Monday, June 25, 2012
Seven percent of the world's population has some form of ADHD. ADHD is the acronym for Attention Deficit Hyperactivity Disorder. There is no complete set of criteria as ADHD manifests itself differently with each individual but there are commonalities. Most ADHDer's are easily distracted, unorganized, and seekers of fun. Traditionally they don't perform well in school because they dislike mundane tasks and sitting still for long periods of time and schools are not set up for the ADHD learning style.
Most ADHD individuals are highly creative, impulsive, intelligent, thrill seekers. Yet many suffer low self esteem and a lack of motivation and follow through. If you have ADHD, or are a parent of children with ADHD or a teacher, Movers Dreamers and Risk-Takers will be beneficial to you.
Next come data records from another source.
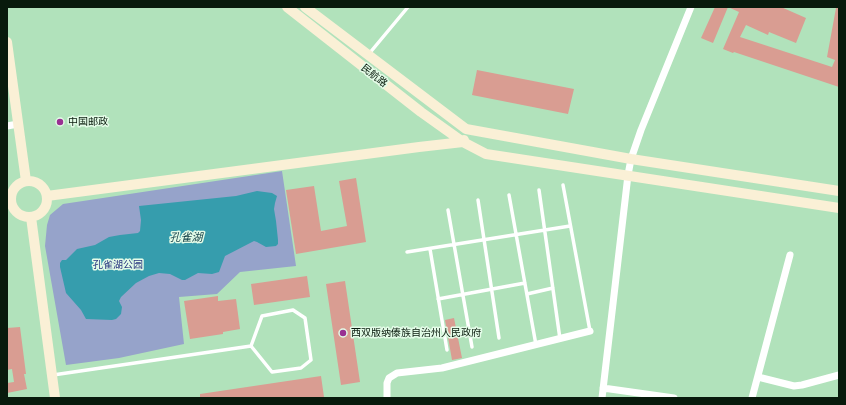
<!DOCTYPE html>
<html>
<head>
<meta charset="utf-8">
<style>
  body { margin:0 }
  #map { position:relative; width:846px; height:405px; overflow:hidden; background:#b1e2bb; font-family:Helvetica,sans-serif }
  canvas { display:block }
  .frame { position:absolute; inset:0; border:8px solid #081a0c; pointer-events:none }
</style>
</head>
<body>
<div id="map">
<canvas width="846" height="405"></canvas>
<div class="frame"></div>
</div>
<script>
const ctx = document.querySelector('canvas').getContext('2d');
ctx.lineJoin = 'round';
function paint(path, color) { ctx.fillStyle = color; ctx.fill(path, 'evenodd'); }
const shape = rows => new Path2D(rows.map(r => 'M' + r).join(''));
function trace(path, color, width, dash) { ctx.strokeStyle = color; ctx.lineWidth = width; ctx.lineCap = dash ? 'butt' : 'round'; ctx.setLineDash(dash || []); ctx.stroke(path); }
function label(font, color, halo, rows, align = 'center') {
  ctx.font = font + ' Helvetica,"Noto Sans SC",sans-serif'; ctx.lineWidth = 3; ctx.setLineDash([]); ctx.textBaseline = 'middle'; ctx.strokeStyle = halo; ctx.fillStyle = color; for (const [text, x, y, turn = 0] of rows) {
    ctx.save(); ctx.translate(x, y); ctx.rotate((+turn || 0) * Math.PI / 180); ctx.textAlign = isNaN(turn) ? turn : align; if (halo) ctx.strokeText(text, 0, 0); ctx.fillText(text, 0, 0); ctx.restore();
  }
}
paint(shape([
  [282,171,296,266,240,272,217,294,179,297,184,344,119,358,66,365,45,246,47,225,50,215,63,204]
]), '#96a3ca');
paint(shape([
  [257,191,272,193,277,196,275,203,274,209,276,221,278,240,278,244,276,246,266,247,257,242,254,241,225,256,219,272,212,274,198,273,185,280,182,280,170,274,159,273,149,276,136,283,121,297,119,301,122,307,121,314,116,319,112,320,86,319,81,310,66,293,60,267,60,263,62,260,66,260,77,249,95,245,109,237,120,235,138,233,140,231,141,220,139,206,236,196]
]), '#369dad');
paint(shape([
  [715,7,781,7,806,18,796,43,769,32,768,35,746,25,740,37,832,67,835,60,827,57,836,8,839,8,839,87,734,52,733,53,723,49,739,12,728,7,713,43,701,38],
  [477,70,574,89,568,114,472,95],
  [356,178,366,242,296,254,286,190,314,186,321,231,347,226,339,181],
  [307,276,310,297,254,305,251,284],
  [345,281,360,382,341,385,326,284],
  [218,296,218,301,236,299,240,329,223,332,223,334,190,339,184,301],
  [454,318,462,358,452,360,445,320],
  [20,327,26,374,24,374,27,389,7,393,7,383,14,382,12,369,7,370,7,328],
  [321,376,324,397,316,398,200,398,200,394]
]), '#d99d92');
trace(shape([
  [368,55,408,7],
  [563,185,590,331],
  [539,190,560,339],
  [509,195,536,345],
  [478,200,499,338],
  [448,210,472,347],
  [430,249,447,350],
  [407,252,570,226],
  [527,294,553,288],
  [438,299,525,283],
  [293,310,305,318,311,360,301,368,272,372,251,346,262,316,293,310],
  [53,375,251,346]
]), '#fff', 3.5);
trace(shape([
  [7,126,18,124],
  [758,377,794,386,802,385,839,375],
  [603,388,674,398],
  [387,398,387,383,389,378,397,373,442,368,590,331],
  [602,398,628,175,631,159,641,130,691,7],
  [752,398,790,255]
]), '#fff', 7);
trace(shape([
  [287,7,421,112,463,142,486,154,839,208],
  [305,7,466,129,631,159,839,191],
  [7,42,26,181],
  '11 199a18 18 0 1 1 36 0a18 18 0 1 1-36 0Z',
  [47,196,419,147,463,142,464,140],
  [31,217,55,398]
]), '#faf0d6', 10);
for (const [x, y, r, color] of [
  [60,122,4,"#993092"],
  [343,333,4,"#993092"]
]) { const dot = new Path2D(); dot.arc(x, y, r, 0, 2 * Math.PI); ctx.fillStyle = color; ctx.fill(dot); trace(dot, '#e4fce8', 1.5); }
label('10px', '#081a0c', '#e4fce8', [
  ["民航路",374,76,38]
]);
label('10px', '#081a0c', '#e4fce8', [
  ["中国邮政",68,122],
  ["西双版纳傣族自治州人民政府",351,333]
], 'left');
label('10px', '#27357f', '#e4fce8', [
  ["孔雀湖公园",118,265]
]);
label('italic 11px', '#17444b', '#e4fce8', [
  ["孔雀湖",186,238]
]);
</script>
</body>
</html>
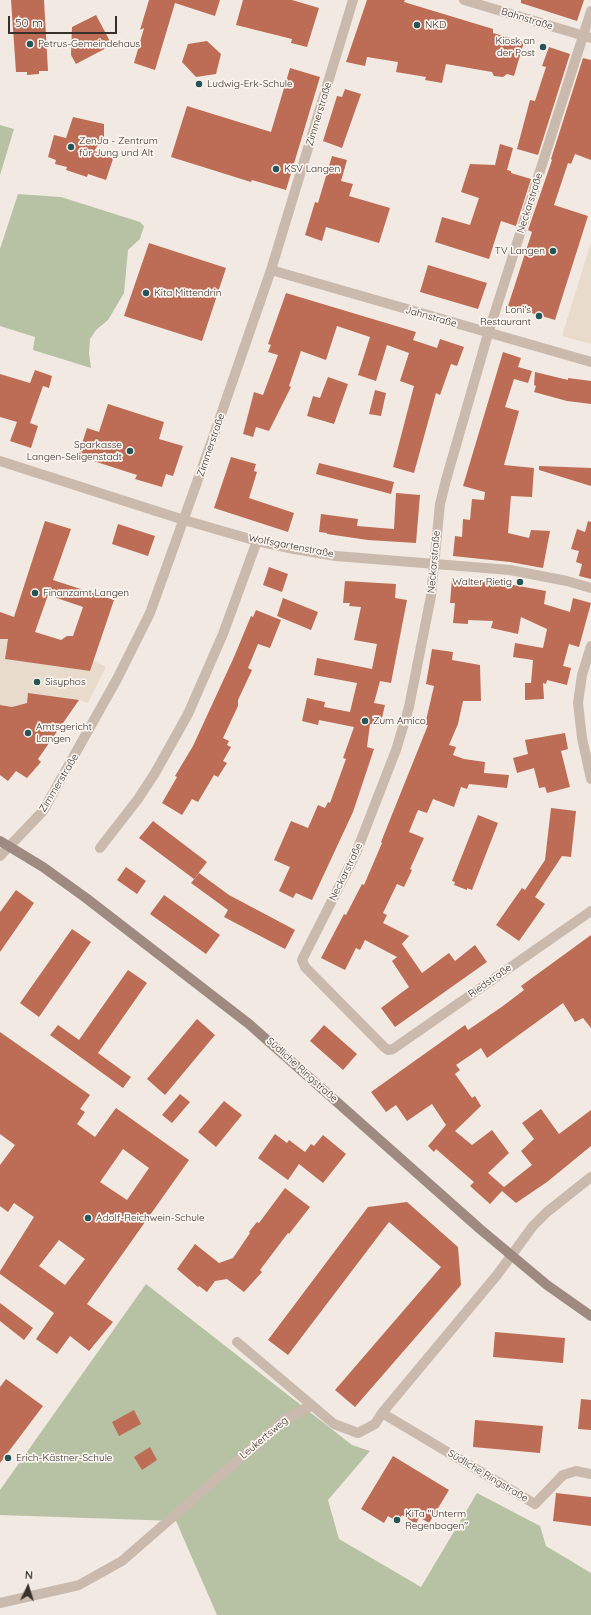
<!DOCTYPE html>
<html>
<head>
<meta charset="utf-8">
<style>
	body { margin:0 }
	#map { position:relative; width:591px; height:1615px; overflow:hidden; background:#f2eae2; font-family:Quicksand,sans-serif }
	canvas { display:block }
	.north { position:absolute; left:8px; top:1567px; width:40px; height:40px; -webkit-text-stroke:3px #faf4ef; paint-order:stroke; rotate:4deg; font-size:11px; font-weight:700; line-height:16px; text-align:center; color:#39302c }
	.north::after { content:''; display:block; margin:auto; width:14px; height:18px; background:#39302c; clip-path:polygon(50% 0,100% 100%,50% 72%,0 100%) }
	.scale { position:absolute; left:8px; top:16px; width:109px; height:18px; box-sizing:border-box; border:2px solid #39302c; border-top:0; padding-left:5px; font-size:12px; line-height:14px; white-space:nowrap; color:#39302c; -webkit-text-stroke:3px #faf4ef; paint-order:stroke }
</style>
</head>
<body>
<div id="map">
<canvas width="591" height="1615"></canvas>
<div class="north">N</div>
<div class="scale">50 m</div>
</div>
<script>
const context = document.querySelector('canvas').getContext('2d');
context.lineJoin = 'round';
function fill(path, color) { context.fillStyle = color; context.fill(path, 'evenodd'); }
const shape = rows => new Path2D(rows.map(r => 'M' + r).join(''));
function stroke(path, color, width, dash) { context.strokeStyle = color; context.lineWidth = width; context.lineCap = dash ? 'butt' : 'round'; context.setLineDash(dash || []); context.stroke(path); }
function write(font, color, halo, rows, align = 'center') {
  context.font = font + ' Quicksand,sans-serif'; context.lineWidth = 3.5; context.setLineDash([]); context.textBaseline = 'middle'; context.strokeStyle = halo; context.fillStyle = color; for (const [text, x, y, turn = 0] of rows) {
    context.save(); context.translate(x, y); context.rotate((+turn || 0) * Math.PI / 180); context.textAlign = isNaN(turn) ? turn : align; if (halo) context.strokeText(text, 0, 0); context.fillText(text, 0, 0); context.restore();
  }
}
const green = shape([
	[0,125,14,129,0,175],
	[18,194,61,197,140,222,144,226,140,239,128,250,124,293,108,320,96,330,90,339,89,353,91,368,33,350,35,337,0,326,0,249],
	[146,1284,352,1445,370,1451,328,1500,339,1539,421,1587,477,1493,540,1526,546,1546,591,1573,591,1615,217,1615,176,1521,0,1515,0,1490]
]);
const plaza = shape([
	[591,242,591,344,562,336],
	[0,639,15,640,14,648,7,647,5,659,90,671,93,660,106,667,88,703,79,700,28,694,27,703,12,707,0,705]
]);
const building = shape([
	[11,0,44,0,48,71,39,71,39,74,27,75,27,72,16,72],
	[149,0,220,0,215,16,175,3,155,70,134,63,144,28,140,30],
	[243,0,292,0,319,8,307,47,291,43,292,39,236,25],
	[367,0,405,0,404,2,493,29,493,33,524,42,514,76,507,74,503,77,494,76,492,72,446,64,442,83,425,80,426,77,396,72,398,62,367,57,365,66,346,62],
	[521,0,584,0,577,21,521,3],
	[96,15,112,45,76,64,71,55,72,27],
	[207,41,221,54,216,74,196,77,182,62,188,44],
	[549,47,570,54,538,155,517,149,530,100,535,101,546,67,542,66],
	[583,58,591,60,591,160,575,154,571,164,568,163,554,205,588,216,555,320,508,306,532,232,528,230,552,160,551,159],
	[290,68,320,77,286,190,252,180,251,182,171,157,187,106,271,132],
	[345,89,361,94,342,148,323,141,337,96,342,97],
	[73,117,104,124,104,136,94,151,114,156,106,180,88,174,87,177,66,170,67,167,55,164,56,160,48,157,54,135,66,138],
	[500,144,513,148,507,170,511,171,511,173,531,179,516,226,501,221,489,259,435,242,442,217,470,225,479,198,461,192,470,164,495,165],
	[332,156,347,160,341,181,353,184,349,196,390,208,379,243,326,227,322,241,305,235,315,202,318,203],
	[149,243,226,268,202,341,124,316],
	[428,265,487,283,478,309,420,292],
	[286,293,416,332,413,340,437,348,440,339,464,347,457,366,451,364,440,395,436,393,414,473,393,467,414,386,400,381,409,353,387,345,376,381,358,375,370,337,337,326,326,360,301,351,289,386,291,387,269,431,256,427,253,437,243,434,254,392,263,395,278,355,268,352,271,345,268,344],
	[503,352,521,358,518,367,532,371,528,383,514,379,505,407,519,411,504,465,534,468,532,497,511,496,508,533,529,538,531,530,550,531,543,568,510,562,453,556,455,536,462,537,463,519,470,520,472,499,484,500,485,492,463,486],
	[35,370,52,376,49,388,43,386,30,423,38,426,31,448,10,441,17,422,0,417,0,374,30,383],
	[535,372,568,380,568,378,591,381,591,404,567,401,534,392,536,386,534,385],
	[328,377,348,384,334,424,307,416,313,396,320,398],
	[375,390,386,393,381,416,369,414],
	[108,404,164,422,159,439,183,446,173,476,166,474,162,487,135,479,137,475,78,456,87,428,99,432],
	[231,457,256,464,254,471,257,472,249,498,294,513,288,532,214,508],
	[319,463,394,482,391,494,316,474],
	[539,466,591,468,591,486,539,470],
	[396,493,420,495,416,543,368,540,327,534,327,533,319,532,321,514,358,519,357,526,394,529],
	[45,521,71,529,53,580,114,600,90,671,5,659,8,639,0,639,0,612,14,617],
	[48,595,83,607,73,636,67,636,61,640,35,632],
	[588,521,591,522,591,579,579,576,582,564,576,562,579,551,571,549,577,529,585,532],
	[118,524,155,536,148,556,112,544],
	[269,567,288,574,282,592,263,585],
	[452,579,502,583,546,591,544,604,570,612,573,598,591,603,579,647,569,644,563,666,571,668,567,685,547,680,546,684,543,683,544,699,525,700,525,683,531,683,533,660,513,657,515,643,543,648,547,629,521,617,518,634,491,628,493,621,468,620,468,624,453,623,455,603,450,603],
	[345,581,396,584,395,598,407,600,391,683,380,681,374,703,385,705,380,726,370,724,367,747,374,749,353,812,312,900,296,893,293,898,279,891,290,867,274,860,291,821,308,828,318,805,325,808,328,802,330,803,346,759,343,758,354,727,319,720,318,725,302,721,307,698,325,702,324,707,350,712,357,683,314,675,317,658,372,669,377,644,354,640,361,607,349,606,350,603,343,603],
	[283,598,318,612,311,630,277,616],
	[256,610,281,620,270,648,258,644,248,668,252,670,238,700,238,706,223,738,229,741,227,745,231,747,223,761,227,763,218,777,214,775,198,802,192,799,182,815,162,803,177,777,175,776,193,746,234,657,251,616,253,617],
	[432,649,453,652,452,660,480,665,481,701,463,701,458,724,449,745,456,747,453,755,464,759,485,762,484,773,509,775,507,788,469,784,467,789,461,787,454,807,433,799,427,813,418,810,409,832,424,838,410,869,412,870,404,887,397,884,383,913,387,915,383,923,409,936,402,944,422,973,449,953,455,961,475,945,487,962,395,1027,381,1008,409,987,392,961,397,957,365,940,360,950,356,948,345,970,321,958,344,914,346,915,362,884,364,885,382,843,381,842,428,725,425,725,434,686,426,684],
	[28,693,79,700,38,759,41,762,27,778,16,771,8,781,0,775,0,705,12,707,27,703],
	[565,733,568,749,561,751,570,787,547,793,545,787,539,788,534,768,517,773,513,758,528,754,525,740],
	[551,808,576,811,571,857,562,856,535,897,545,904,519,941,496,925,522,888,525,890,545,860],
	[478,815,498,823,472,890,467,888,467,890,454,885,455,882,452,881],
	[153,821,207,862,194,879,139,838],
	[126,867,146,881,137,894,117,880],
	[199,873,229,895,295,930,285,949,224,917,228,910,191,883],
	[16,890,34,903,0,952,0,912],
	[164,895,220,935,206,954,150,914],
	[72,929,91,942,39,1017,20,1003],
	[591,935,591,1028,583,1018,575,1022,563,1003,487,1058,481,1048,456,1065,460,1070,455,1074,472,1098,475,1096,481,1106,455,1131,472,1145,492,1130,509,1153,488,1173,504,1187,532,1165,521,1151,534,1139,522,1123,541,1109,559,1134,591,1110,591,1146,547,1182,516,1203,502,1191,490,1204,470,1186,474,1182,436,1149,434,1152,428,1146,446,1125,432,1104,407,1121,396,1105,386,1112,371,1092,465,1025,468,1030,503,1006,524,990,521,986],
	[128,970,147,983,98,1053,131,1077,123,1088,50,1035,58,1025,79,1040],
	[197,1019,215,1035,165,1095,147,1079],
	[324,1025,357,1054,343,1070,310,1041],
	[0,1032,90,1095,80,1109,85,1112,77,1124,95,1137,116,1108,189,1160,87,1304,113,1322,89,1351,70,1336,57,1354,36,1339,54,1313,0,1274,0,1271,34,1217,14,1203,8,1212,0,1206,0,1165,15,1145,0,1134],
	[123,1149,149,1168,127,1200,100,1182],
	[59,1240,85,1259,65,1285,39,1266],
	[180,1094,190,1102,172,1123,162,1115],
	[224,1101,242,1115,216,1147,198,1132],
	[275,1134,287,1143,289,1140,305,1152,311,1144,314,1146,323,1135,346,1154,323,1183,299,1164,288,1180,258,1158],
	[285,1188,310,1207,289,1234,288,1233,260,1270,262,1272,244,1292,227,1279,215,1281,207,1292,199,1286,198,1287,177,1269,195,1244,219,1263,233,1258,250,1233,249,1232,257,1222,259,1223],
	[407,1202,458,1247,461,1285,355,1407,335,1390,441,1267,389,1222,288,1355,268,1340,368,1207],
	[0,1303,33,1328,24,1340,0,1321],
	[495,1332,565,1338,563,1363,493,1357],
	[6,1379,43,1406,0,1463,0,1387],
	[581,1399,591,1400,591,1430,578,1429],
	[134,1410,141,1424,119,1436,112,1422],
	[475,1420,543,1426,540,1453,473,1447],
	[150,1447,157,1460,142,1470,134,1457],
	[393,1456,449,1490,429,1523,419,1517,416,1524,402,1515,398,1522,388,1516,384,1523,361,1509],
	[556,1493,591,1497,591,1526,553,1521]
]);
const minor = shape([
	[464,0,591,38],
	[591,11,488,334,446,480,440,504,431,596,409,707,396,750,356,853,302,960,305,967,384,1047,388,1050,393,1049,591,911],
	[271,270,591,362],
	[0,461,184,520,257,541,294,549,336,556,510,570,567,581,591,588],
	[591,646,582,675,578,703,582,738,591,779],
	[100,848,138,799,155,773,188,714,223,634,257,541],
	[0,856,43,811,117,679,150,613,215,432,271,270,353,0],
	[237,1342,334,1424,358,1433,375,1424,382,1413,497,1275,533,1226,547,1212,591,1177],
	[382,1413,535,1504,563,1475,576,1471,591,1474],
	[0,1603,79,1585,122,1561,284,1420,312,1405]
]);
const secondary = shape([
	[0,841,43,867,86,898,249,1024,480,1229,547,1285,591,1316]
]);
const markers = [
	[417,25,4,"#245658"],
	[30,44,4,"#245658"],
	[543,47,4,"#245658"],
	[199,84,4,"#245658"],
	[71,147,4,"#245658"],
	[276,169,4,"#245658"],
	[553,251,4,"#245658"],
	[146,293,4,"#245658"],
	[539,316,4,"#245658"],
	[130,451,4,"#245658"],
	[520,582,4,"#245658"],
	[35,593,4,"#245658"],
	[37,682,4,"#245658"],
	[365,721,4,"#245658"],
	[28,733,4,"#245658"],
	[88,1218,4,"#245658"],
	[8,1458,4,"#245658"],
	[397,1520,4,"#245658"]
];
const streetNames = [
	["Bahnstraße",527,19,17],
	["Zimmerstraße",319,114,-73],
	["Neckarstraße",530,203,-72],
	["Jahnstraße",431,317,16],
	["Zimmerstraße",211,445,-71],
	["Wolfsgartenstraße",291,546,11],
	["Neckarstraße",434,562,-85],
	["Zimmerstraße",59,783,-59],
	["Neckarstraße",346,872,-64],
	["Riedstraße",490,981,-35],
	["Südliche Ringstraße",302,1070,42],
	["Leukertsweg",264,1438,-40],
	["Südliche Ringstraße",488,1476,31]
];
const poiNames = [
	["NKD",425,25],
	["Kiosk an",535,41,"right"],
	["der Post",535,53,"right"],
	["Petrus-Gemeindehaus",38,44],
	["Ludwig-Erk-Schule",207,84],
	["ZenJa - Zentrum",79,141],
	["für Jung und Alt",79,153],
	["KSV Langen",284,169],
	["TV Langen",545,251,"right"],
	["Kita Mittendrin",154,293],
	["Loni's",531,310,"right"],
	["Restaurant",531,322,"right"],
	["Sparkasse",122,445,"right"],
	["Langen-Seligenstadt",122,457,"right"],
	["Walter Rietig",512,582,"right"],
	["Finanzamt Langen",43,593],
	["Sisyphos",45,682],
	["Zum Amico",373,721],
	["Amtsgericht",36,727],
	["Langen",36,739],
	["Adolf-Reichwein-Schule",96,1218],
	["Erich-Kästner-Schule",16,1458],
	["KiTa \"Unterm",405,1514],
	["Regenbogen\"",405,1526]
];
fill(green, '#b7c1a3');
fill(plaza, '#e9dbcb');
fill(building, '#bd6c55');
stroke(minor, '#cabaae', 10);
stroke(secondary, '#9e8a80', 10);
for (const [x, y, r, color] of markers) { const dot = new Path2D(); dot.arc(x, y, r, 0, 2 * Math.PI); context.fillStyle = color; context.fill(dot); stroke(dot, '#faf4ef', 1.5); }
write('10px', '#39302c', '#faf4ef', streetNames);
write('10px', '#39302c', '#faf4ef', poiNames, 'left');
</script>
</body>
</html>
Roberts grew up in a ADHD family. He grew up to become a teacher, a comedian and an ADHD coach with a degree in ADHD studies. He wrote this book based on his experiences with teens. It is a funny personal look at his life as well as tips and ideas on how to respond, react and get results from your under achieving child. This is a positive, powerful approach to (quoting the title) Unlocking the Power of ADHD.
Several parts of the book resonated with me, as my kids and I all have ADHD. Obviously, it runs in the family. Once I started reading Movers Dreamers and Risk-Takers, I couldn't stop as I was so inspired and my brain was going crazy with joy that someone in the world understands what my kids and I go through on a daily basis. So much of my day is spent avoiding negative criticism (from certain people) that it is refreshing to read a positive approach at looking at ADHD.
Here are two of my favorite quotes and words to live by from the book.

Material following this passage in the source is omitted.